Reviewed by Alan Jay Gerber

Issue of Nov. 14, 2008 / 17 Cheshvan 5769

Last week marked the 70th anniversary of Kristallnacht. On the nights of Nov. 9 and 10, 1938, gangs of Nazi thugs roamed through Jewish neighborhoods across Germany and destroyed Jewish-owned shops and burned down synagogues. Over 1,000 synagogues were destroyed and almost 7,500 Jewish owned businesses were physically wiped out. In addition, over 25,000 Jews were sent to concentration camps.

This pogrom represented what is now regarded as the beginning of the end for the German Jewish community and the beginning of the program for the elimination of the Jews of Europe. These riots marked a major transition in Nazi policy and were the harbinger of what was to become the final solution — the Holocaust.

The surviving German Jewish community founded by Rabbi Joseph Breuer of Frankfurt has long preserved the Kristallnacht legacy here in America. Rabbi Breuer survived Kristallnacht only to be rounded up for incarceration in a concentration camp. He was miraculously released and subsequently escaped to New York, where he re-established his kehillah in Washington Heights.

Both he and his successor, Rabbi Shimon Schwab of blessed memory, wrote numerous essays on the Kristallnacht experience and of its theological as well as historical import in Jewish history. Each of their essays, found in their selected writings, deserve your reading. They give added meaning to an event that would otherwise be forgotten in the stream of other tragedies that were to occur in the years ahead.

The definitive book on Kristallnacht is entitled “Kristallnacht: Prelude to Destruction,” by Sir Martin Gilbert, of the United Kingdom, one of the most distinguished historians of the World War Two era. Published in 2006 by Harper Collins, it recently has been reissued in paperback both here and in the UK.

Gilbert’s style is a conversational tone that immediately engages the reader’s attention. It draws even the most detached reader into the action being detailed. The reader is made to feel a part of the unfolding tragedy; not merely an observer. Gilbert’s method is how history is meant to be written and read, which explains the popularity of his writings. Numerous maps and statistics enhance an already effective narrative.

As a father and grandfather, I was most taken by the story of Esther Ascher, a 14-year-old girl whose “non-Jewish” appearance made it possible for her to observe with her own eyes the pogrom that destroyed her uncle’s store. She also witnessed the roundups of Jewish men destined for the concentrations camps, whose very existence was kept from the average German civilian, at that time.
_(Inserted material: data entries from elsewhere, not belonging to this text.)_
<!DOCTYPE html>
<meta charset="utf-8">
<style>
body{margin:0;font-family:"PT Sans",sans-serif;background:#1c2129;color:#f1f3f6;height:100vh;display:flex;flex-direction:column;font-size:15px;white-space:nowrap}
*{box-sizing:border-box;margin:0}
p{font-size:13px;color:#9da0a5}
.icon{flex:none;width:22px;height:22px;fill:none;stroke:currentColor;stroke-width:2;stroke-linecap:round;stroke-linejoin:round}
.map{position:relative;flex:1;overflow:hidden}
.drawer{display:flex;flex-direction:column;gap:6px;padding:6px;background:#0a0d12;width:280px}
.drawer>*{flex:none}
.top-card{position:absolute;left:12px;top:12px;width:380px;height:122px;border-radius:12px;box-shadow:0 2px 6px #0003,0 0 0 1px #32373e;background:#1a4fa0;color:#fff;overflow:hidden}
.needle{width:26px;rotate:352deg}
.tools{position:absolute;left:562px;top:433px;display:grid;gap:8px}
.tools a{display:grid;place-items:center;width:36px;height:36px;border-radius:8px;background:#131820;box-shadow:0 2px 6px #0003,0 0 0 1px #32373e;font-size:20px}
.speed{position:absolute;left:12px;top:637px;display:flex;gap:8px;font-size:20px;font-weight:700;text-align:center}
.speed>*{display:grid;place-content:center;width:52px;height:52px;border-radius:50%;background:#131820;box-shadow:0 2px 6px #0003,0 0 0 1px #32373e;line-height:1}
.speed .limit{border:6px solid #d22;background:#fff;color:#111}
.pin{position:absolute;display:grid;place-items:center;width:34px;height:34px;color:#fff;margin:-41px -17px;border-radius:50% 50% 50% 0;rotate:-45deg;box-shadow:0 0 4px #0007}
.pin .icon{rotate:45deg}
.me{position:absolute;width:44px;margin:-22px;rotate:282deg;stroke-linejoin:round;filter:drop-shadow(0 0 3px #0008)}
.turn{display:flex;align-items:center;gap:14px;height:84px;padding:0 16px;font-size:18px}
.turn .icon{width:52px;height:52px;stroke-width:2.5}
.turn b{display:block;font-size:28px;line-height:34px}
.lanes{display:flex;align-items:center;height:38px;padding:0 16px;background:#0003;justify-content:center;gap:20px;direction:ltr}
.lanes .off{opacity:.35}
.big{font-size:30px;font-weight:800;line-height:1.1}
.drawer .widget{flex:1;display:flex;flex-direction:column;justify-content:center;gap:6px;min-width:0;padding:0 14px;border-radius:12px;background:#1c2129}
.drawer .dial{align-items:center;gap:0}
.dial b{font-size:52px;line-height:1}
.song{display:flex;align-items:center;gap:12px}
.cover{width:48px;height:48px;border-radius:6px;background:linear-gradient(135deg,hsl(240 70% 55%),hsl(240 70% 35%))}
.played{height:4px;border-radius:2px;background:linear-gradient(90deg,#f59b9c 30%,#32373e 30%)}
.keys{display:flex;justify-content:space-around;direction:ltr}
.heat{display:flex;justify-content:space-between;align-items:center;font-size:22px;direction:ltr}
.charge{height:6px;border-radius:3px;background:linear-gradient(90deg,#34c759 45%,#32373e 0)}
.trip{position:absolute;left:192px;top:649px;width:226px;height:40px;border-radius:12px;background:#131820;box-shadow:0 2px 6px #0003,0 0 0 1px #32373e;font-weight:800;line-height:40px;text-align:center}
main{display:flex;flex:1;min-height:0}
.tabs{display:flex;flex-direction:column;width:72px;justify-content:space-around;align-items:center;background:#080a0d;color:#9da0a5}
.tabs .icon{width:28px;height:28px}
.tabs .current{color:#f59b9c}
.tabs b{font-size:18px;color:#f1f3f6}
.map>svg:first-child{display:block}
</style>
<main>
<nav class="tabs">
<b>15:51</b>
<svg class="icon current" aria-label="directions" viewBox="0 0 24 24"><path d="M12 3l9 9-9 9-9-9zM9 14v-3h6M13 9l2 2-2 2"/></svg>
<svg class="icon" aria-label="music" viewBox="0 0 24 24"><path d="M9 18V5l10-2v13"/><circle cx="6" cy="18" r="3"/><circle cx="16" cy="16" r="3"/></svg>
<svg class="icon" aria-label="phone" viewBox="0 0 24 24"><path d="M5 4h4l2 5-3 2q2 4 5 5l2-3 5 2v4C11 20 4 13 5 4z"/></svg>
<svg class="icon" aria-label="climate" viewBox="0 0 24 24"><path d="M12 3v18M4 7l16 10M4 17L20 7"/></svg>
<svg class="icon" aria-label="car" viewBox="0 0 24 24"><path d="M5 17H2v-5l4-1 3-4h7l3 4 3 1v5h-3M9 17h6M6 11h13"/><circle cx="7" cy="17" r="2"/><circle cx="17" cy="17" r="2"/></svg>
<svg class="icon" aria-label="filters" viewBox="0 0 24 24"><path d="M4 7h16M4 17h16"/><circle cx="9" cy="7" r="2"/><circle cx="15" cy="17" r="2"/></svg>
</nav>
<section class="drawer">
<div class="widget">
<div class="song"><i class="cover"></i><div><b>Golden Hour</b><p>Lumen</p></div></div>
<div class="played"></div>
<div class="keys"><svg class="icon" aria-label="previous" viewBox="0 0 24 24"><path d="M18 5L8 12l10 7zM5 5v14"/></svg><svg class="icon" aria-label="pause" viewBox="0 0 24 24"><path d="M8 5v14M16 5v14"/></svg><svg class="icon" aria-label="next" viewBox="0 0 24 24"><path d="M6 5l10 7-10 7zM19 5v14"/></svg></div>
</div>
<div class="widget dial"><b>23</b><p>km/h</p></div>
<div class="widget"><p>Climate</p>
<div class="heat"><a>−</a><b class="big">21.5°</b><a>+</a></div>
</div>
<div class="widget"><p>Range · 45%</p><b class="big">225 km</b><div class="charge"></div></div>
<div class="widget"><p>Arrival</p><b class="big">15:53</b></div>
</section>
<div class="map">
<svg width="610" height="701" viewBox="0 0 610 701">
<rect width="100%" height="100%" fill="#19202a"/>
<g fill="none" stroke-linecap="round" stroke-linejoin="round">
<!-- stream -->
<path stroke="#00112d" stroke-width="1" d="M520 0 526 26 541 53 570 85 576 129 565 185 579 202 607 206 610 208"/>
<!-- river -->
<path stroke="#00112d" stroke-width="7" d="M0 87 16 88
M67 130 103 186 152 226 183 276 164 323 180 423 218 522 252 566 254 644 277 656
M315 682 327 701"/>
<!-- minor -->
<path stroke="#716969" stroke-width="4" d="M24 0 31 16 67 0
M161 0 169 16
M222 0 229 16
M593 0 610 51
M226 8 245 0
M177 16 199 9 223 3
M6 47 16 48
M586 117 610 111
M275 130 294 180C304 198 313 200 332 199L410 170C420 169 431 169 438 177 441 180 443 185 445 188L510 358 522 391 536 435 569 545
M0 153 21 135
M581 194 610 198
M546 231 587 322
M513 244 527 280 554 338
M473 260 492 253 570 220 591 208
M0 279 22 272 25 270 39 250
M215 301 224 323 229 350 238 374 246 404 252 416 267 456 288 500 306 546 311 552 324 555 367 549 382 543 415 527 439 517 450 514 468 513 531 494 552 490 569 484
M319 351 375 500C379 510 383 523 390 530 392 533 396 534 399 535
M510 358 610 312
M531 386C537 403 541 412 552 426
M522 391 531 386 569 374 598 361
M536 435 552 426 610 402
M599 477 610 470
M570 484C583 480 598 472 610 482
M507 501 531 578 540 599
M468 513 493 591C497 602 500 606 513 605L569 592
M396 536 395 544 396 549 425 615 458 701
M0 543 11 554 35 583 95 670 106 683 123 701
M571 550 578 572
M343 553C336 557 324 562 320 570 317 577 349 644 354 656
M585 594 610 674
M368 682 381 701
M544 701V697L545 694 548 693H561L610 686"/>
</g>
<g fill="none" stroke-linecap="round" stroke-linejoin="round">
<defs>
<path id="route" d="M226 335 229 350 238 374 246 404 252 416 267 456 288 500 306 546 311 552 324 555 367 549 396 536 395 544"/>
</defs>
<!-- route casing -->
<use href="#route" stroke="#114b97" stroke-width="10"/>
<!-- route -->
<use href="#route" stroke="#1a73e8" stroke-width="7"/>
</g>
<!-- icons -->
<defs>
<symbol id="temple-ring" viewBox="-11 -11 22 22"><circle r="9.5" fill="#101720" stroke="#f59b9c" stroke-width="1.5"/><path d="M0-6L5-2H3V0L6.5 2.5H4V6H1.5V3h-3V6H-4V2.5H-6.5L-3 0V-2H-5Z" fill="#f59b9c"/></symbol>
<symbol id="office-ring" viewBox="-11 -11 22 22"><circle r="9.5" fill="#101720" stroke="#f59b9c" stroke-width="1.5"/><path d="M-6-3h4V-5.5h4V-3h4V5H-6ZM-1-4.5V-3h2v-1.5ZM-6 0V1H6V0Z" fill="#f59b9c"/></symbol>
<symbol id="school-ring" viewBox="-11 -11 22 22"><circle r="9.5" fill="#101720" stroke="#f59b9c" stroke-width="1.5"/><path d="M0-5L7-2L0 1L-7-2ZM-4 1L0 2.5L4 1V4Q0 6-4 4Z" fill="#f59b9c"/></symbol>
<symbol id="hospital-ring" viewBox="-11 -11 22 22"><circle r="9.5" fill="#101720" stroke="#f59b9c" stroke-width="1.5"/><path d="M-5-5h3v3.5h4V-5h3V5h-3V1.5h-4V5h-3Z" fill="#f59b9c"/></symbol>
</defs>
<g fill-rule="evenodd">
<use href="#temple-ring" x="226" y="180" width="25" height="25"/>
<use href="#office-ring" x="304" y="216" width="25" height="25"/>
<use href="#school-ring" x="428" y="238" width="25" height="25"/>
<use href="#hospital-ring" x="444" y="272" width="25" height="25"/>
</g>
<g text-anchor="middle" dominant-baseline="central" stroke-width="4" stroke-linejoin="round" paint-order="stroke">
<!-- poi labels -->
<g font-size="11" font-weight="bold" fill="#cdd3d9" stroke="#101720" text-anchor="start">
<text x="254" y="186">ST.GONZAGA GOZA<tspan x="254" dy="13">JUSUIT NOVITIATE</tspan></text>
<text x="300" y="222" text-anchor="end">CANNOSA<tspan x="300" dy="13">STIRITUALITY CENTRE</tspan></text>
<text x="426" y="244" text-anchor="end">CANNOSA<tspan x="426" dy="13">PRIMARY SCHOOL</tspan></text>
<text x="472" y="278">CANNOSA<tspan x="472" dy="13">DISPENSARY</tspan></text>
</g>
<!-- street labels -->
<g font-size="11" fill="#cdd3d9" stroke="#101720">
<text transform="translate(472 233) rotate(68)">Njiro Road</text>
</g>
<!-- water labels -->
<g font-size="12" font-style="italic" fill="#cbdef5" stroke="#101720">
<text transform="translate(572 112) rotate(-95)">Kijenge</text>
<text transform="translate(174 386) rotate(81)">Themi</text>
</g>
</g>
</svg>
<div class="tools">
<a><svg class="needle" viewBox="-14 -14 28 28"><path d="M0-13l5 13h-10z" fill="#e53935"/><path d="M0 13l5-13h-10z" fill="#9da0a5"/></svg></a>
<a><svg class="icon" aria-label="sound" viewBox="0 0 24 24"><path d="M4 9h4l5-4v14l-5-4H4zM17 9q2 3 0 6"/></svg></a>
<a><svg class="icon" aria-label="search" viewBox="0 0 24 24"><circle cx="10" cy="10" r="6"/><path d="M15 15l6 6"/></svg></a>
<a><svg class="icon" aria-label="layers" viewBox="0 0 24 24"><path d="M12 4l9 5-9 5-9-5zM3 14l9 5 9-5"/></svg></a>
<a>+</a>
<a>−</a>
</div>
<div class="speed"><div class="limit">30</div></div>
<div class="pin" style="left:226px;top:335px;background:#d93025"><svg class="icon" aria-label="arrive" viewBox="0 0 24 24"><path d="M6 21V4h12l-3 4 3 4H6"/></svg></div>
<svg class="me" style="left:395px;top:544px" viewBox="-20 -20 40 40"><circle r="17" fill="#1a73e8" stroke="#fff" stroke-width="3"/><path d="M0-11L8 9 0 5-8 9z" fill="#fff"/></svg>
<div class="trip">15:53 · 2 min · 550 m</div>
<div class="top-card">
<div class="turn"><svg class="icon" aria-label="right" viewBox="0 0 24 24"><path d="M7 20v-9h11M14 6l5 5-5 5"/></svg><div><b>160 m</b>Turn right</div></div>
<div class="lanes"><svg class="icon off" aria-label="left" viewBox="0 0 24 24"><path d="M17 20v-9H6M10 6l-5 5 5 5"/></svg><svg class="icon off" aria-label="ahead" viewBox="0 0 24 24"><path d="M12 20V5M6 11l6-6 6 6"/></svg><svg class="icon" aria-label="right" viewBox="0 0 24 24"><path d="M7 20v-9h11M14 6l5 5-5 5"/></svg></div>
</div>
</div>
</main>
Gilbert makes it clear from the outset that Kristallnacht was a turning point in world history; it hastened the onset of events that led to the war and the near destruction of a Jewish community that had lived on the European continent since Roman times, predating Christianity itself in Europe.

The depth of detail reflects research that is deeply appreciated by this writer, presented in a manner that gives the events it describes meaning as well as substance. Gilbert knows how to stimulate a reader’s interest, something that has been lacking in the writing of others; he makes history a vibrant and popular subject, especially for our youth.

Emblematic of the Kristallnacht experience was the destruction of almost every synagogue in Germany and Austria within the span of two days. This was a direct assault, not upon a political opponent, but upon a religion, its faith and beliefs, its sacred institutions and its adherents.

It is only appropriate that the commemorations held this year occured within the sanctuaries of synagogues, thus putting to a lie the attempt by the Nazis to wipe out an institution that has served as the center for Judaism for all its existence.